When Mycroft finally catches up to him in Berlin, he notes his brother's thin lips pressed together and the way his suit sits too big across his waist and chest (worry? Unlikely). He grudgingly builds a closet down one long abandoned hallway and shoves umbrellas, waistcoats, sweets, delicate fine china, chemistry sets, The Prince, and one lone pirate hat into the cramped space. Dear brother. . .
He doesn't bother with shelves or a door, just crams everything that is his brother into as small as a place as possible. The entire mess bulges past the doorframe, threatening to spill over, like Mycroft's waist at age fifteen.
"When will it be finished, Sherlock?"
He doesn't ask what his brother means. The answer is the same: "When they are safe."
He wanders the corridors of his mind palace, past half-finished rooms and glassless windows, skirts around doors that lead to brick walls and stairs leading into the ceiling, brushes up against curtains, the color of dark bruises on fragile skin, that hang along windows that look into other rooms.
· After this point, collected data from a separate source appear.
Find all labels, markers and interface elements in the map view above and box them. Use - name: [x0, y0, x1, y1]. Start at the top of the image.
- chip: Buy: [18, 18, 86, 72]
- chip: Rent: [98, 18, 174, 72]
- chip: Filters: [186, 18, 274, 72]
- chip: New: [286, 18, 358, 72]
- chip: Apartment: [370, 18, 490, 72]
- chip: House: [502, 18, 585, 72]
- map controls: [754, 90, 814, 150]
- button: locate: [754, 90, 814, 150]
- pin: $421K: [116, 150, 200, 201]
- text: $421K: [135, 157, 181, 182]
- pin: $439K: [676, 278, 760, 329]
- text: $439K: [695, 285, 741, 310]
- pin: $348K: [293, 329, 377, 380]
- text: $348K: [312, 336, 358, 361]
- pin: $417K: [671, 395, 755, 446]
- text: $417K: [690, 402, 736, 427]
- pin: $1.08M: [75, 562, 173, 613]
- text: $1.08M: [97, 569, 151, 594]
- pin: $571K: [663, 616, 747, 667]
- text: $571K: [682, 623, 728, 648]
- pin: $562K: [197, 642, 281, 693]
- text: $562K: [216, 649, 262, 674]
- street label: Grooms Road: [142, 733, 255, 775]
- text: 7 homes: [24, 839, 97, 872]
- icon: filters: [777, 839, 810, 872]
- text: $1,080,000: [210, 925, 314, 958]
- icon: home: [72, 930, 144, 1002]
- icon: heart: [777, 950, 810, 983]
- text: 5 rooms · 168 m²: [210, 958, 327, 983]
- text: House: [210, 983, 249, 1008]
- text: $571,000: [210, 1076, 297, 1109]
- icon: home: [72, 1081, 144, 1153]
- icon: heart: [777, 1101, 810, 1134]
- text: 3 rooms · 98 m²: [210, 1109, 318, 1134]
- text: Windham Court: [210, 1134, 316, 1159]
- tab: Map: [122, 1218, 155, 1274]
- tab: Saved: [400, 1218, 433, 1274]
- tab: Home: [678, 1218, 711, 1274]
Tokyo: He creates a room with just a refrigerator and fills it with milk jugs.
Madrid: A room painted to match John's increasingly numbered jumpers that he finds shoved into every crevice, nook, and cranny. Black and white and oatmeal and blue with red and white. The entire room smells of cheap shaving gel, spicy cologne, gunpowder, and home.
London: So close. He sits in Molly's flat and drifts in between fevered dreams. She'll never know he was here; he just needs to stop for a moment. Shivering on her couch, he franticly builds the skeleton of an entirely new wing. Cats, mewling and howling, fleeing from the sounds of gunshots and laughter, dart in between the half-finished rooms filled with body bags.
Everywhere: He builds and builds and builds.
It spans over mental acres— leaning towers, dry moats, empty gardens—on and on and on. He feels the way each brick drags down at his shoulders, the weight both burden and blessing. He lacks the ability to stop constructing room after room; the constant sound of building buzzing, pushing, against his ears: the slap of paint on walls, the clip and slide of metal as John cleans his gun, the grind of mortar and stone, Mrs. Hudson's tut as she wipes down the mantel, the thudding pound of hammers, Lestrade's exasperated sigh. All there pushing, pulling, drowning out everything.
It isn't until he feels the dig of John's fingers in his arm, painful but welcome, and hears the choked shout of "Jesus Christ, Sherlock" (actually here, not bouncing around in a half-imagined room or shouting from a darkened never-ending staircase), that it all suddenly falls silent.
And all he is left with is the quiet groan of everything slowly settling.